◆ **EXERCISE PROMPT**
The records follow. Filter them to the lines that hold "screenshot".
___
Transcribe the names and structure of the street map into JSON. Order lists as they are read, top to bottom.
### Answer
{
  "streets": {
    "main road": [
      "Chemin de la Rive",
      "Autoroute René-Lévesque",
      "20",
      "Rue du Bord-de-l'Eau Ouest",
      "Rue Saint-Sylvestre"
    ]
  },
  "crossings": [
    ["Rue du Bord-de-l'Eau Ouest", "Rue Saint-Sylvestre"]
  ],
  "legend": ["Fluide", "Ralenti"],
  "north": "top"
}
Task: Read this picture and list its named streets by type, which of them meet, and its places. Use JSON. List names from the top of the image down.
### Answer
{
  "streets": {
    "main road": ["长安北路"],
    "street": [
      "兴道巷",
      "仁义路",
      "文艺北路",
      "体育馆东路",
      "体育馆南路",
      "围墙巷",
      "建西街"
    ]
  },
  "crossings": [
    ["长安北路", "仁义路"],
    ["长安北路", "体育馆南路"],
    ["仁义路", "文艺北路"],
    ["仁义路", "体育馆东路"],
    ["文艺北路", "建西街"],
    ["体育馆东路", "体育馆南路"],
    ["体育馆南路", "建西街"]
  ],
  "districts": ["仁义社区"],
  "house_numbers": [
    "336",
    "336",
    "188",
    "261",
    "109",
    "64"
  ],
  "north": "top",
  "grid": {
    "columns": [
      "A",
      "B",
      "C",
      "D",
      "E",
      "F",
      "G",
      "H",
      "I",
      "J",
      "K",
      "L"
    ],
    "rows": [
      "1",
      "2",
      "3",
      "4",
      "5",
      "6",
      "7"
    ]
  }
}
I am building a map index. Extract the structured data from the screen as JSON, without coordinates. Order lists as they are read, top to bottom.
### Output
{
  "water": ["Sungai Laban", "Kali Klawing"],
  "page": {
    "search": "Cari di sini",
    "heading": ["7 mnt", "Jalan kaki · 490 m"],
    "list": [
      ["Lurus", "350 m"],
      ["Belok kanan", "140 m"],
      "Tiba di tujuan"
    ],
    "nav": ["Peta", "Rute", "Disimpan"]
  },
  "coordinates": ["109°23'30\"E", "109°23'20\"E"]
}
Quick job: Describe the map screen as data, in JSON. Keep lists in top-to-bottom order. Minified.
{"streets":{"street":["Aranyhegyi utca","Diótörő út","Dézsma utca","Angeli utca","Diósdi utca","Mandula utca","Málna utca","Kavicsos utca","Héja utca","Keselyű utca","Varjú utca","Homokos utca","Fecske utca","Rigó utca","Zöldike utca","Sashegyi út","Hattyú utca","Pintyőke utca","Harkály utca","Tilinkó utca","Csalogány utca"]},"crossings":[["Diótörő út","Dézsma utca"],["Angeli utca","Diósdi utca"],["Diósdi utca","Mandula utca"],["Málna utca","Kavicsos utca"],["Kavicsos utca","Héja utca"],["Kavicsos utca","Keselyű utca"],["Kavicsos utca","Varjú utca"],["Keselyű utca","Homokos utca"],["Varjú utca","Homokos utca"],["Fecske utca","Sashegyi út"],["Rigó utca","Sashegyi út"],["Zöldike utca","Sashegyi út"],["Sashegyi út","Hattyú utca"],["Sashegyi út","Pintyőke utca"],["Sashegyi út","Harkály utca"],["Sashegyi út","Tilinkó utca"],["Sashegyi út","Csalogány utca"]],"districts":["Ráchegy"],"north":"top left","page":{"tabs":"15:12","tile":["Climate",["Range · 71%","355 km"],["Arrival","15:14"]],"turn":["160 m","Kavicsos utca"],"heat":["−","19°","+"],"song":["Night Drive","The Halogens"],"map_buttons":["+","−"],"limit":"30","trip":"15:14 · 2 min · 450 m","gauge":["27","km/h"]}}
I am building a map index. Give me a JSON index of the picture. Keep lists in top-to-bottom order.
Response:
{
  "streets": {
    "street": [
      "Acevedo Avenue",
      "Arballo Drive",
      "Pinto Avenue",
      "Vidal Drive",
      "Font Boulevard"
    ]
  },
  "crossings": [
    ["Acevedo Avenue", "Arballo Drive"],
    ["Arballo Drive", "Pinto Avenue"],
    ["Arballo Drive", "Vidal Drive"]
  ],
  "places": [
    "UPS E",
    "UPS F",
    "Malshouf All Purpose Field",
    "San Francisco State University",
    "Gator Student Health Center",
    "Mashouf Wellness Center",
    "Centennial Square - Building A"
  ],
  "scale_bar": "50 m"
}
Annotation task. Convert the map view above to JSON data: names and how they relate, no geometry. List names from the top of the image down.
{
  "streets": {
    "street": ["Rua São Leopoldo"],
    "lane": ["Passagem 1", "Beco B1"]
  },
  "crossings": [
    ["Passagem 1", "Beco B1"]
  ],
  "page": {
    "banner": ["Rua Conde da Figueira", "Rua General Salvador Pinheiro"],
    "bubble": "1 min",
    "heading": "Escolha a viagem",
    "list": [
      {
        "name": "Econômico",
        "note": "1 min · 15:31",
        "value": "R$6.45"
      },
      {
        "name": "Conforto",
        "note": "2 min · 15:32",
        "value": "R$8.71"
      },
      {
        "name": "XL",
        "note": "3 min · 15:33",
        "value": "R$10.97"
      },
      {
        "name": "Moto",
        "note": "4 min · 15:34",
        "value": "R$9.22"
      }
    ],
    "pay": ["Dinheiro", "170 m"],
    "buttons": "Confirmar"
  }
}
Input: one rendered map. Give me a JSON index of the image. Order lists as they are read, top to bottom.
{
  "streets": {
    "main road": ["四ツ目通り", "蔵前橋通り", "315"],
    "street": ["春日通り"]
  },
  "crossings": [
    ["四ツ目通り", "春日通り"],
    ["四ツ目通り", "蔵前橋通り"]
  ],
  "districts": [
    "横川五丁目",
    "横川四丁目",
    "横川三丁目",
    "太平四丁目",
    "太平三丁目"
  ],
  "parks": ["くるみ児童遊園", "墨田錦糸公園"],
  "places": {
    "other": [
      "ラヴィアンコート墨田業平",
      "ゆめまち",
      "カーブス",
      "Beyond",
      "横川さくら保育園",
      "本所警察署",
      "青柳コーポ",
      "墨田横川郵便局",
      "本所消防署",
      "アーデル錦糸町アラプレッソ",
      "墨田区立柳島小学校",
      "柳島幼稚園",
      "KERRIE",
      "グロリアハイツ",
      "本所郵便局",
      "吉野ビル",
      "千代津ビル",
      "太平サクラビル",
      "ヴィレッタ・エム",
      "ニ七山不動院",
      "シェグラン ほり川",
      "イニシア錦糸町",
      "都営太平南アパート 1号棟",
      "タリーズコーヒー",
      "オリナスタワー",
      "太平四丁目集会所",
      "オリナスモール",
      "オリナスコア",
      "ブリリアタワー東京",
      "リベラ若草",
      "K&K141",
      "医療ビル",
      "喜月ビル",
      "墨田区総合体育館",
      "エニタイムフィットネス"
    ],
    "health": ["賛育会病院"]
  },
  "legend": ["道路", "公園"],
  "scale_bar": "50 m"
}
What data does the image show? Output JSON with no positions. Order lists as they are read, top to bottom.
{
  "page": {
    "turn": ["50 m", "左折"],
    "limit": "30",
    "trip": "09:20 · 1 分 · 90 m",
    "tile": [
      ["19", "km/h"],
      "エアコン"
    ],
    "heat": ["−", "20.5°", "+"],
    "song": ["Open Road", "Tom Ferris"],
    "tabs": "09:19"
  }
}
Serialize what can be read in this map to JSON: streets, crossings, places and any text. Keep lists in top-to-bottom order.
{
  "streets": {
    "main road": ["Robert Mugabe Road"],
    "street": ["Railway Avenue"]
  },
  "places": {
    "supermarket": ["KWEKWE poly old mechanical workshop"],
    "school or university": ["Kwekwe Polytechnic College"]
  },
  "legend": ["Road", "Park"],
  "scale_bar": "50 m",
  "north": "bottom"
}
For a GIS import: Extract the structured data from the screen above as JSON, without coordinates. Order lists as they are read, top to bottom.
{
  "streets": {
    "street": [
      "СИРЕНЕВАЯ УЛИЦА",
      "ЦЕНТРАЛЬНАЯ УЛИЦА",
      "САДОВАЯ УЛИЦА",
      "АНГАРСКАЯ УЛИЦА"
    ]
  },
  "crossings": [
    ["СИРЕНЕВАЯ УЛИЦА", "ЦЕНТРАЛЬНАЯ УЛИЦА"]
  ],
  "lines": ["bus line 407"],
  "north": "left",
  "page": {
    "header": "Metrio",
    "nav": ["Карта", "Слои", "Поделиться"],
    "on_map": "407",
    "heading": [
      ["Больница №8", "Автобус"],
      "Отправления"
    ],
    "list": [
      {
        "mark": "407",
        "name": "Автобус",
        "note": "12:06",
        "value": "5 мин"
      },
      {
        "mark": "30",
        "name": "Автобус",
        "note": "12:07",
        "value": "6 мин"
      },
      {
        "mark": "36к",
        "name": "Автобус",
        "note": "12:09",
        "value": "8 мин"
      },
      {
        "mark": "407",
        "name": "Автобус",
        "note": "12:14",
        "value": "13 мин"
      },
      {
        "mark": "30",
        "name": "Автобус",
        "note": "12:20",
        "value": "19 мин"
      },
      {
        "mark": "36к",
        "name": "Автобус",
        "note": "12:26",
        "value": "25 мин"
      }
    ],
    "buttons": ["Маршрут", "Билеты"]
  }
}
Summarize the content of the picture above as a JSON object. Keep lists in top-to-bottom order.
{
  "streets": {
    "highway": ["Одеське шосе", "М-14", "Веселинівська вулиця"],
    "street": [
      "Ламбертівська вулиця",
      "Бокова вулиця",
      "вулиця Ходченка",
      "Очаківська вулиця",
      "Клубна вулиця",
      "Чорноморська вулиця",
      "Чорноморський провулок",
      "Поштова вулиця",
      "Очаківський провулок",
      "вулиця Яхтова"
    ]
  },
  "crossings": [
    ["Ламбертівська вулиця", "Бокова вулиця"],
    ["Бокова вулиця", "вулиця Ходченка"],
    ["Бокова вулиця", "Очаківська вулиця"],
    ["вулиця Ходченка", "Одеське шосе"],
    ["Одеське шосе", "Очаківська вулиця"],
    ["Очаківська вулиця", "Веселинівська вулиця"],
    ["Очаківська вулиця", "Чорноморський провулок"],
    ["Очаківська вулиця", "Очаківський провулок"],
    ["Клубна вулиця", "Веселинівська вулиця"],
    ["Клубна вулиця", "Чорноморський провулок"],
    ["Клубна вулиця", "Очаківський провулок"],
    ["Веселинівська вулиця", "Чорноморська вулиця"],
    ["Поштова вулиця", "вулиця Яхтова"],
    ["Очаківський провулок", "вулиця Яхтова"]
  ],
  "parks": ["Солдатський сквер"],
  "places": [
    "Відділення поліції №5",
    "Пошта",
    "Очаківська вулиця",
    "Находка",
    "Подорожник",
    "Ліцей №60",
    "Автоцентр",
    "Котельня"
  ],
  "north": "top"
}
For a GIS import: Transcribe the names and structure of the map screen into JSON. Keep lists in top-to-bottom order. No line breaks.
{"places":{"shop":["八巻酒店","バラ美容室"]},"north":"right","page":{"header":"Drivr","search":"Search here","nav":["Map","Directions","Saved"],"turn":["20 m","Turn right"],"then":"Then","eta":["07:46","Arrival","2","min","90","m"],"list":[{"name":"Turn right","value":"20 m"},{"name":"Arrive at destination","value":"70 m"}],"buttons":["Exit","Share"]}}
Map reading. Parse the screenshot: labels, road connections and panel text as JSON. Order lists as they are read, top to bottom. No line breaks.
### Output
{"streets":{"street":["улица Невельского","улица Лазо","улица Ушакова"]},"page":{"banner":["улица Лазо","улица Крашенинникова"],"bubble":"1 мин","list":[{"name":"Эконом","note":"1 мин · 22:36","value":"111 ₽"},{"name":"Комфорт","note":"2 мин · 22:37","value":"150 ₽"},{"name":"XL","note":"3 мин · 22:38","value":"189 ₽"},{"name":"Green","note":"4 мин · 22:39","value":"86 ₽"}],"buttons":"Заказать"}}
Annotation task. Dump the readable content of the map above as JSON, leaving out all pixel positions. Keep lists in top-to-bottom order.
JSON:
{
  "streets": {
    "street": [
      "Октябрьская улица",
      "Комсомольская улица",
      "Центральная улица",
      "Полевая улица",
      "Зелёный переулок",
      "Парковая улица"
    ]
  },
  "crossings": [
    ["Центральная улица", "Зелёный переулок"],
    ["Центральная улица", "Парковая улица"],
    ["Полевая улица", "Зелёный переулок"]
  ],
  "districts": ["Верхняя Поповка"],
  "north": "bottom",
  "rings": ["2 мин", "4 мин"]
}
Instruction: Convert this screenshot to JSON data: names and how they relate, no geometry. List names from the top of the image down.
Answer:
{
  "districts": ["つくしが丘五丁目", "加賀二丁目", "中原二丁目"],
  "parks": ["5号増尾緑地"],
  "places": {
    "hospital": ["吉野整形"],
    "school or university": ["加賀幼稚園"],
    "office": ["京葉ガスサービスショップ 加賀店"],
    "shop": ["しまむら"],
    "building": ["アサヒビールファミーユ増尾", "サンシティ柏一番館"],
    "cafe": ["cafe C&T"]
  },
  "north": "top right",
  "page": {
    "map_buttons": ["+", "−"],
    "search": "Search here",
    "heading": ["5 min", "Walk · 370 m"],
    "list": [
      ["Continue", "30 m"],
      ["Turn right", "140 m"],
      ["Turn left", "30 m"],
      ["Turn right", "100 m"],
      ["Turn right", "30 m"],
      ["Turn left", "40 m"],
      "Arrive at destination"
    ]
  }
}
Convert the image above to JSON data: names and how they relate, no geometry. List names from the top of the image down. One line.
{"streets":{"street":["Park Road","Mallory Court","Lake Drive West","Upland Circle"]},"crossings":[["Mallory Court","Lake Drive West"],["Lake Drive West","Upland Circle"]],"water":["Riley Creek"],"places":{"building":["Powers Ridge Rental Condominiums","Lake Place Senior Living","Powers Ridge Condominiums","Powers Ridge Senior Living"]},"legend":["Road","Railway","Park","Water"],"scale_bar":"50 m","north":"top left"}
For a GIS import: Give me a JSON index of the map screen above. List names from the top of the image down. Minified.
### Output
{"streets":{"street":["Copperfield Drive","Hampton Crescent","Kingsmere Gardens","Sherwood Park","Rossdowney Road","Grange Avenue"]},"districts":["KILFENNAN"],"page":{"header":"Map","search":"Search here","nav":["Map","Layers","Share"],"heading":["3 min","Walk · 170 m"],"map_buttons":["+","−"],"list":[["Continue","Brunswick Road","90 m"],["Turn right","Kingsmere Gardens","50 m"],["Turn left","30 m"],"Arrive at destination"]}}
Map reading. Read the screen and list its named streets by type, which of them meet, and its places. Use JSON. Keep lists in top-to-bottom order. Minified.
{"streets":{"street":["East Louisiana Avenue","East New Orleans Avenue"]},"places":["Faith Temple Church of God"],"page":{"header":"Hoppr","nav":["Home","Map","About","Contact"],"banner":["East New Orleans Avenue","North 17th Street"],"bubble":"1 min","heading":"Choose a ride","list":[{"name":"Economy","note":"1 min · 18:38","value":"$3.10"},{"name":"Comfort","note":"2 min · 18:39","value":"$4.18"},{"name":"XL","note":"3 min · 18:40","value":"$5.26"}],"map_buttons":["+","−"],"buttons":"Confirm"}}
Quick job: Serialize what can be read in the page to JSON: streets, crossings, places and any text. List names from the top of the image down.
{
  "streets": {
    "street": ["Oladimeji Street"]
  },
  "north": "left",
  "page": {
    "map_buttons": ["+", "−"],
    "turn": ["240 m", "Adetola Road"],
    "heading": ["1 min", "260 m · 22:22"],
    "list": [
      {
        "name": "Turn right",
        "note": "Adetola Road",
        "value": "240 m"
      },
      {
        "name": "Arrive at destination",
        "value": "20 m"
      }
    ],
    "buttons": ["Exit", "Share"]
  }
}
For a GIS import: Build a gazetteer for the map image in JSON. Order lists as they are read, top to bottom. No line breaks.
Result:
___
◆ **RESPONSE TO THIS TASK**
Map reading. Parse the screenshot: labels, road connections and panel text as JSON. Order lists as they are read, top to bottom. No line breaks.
Instruction: Convert this screenshot to JSON data: names and how they relate, no geometry. List names from the top of the image down.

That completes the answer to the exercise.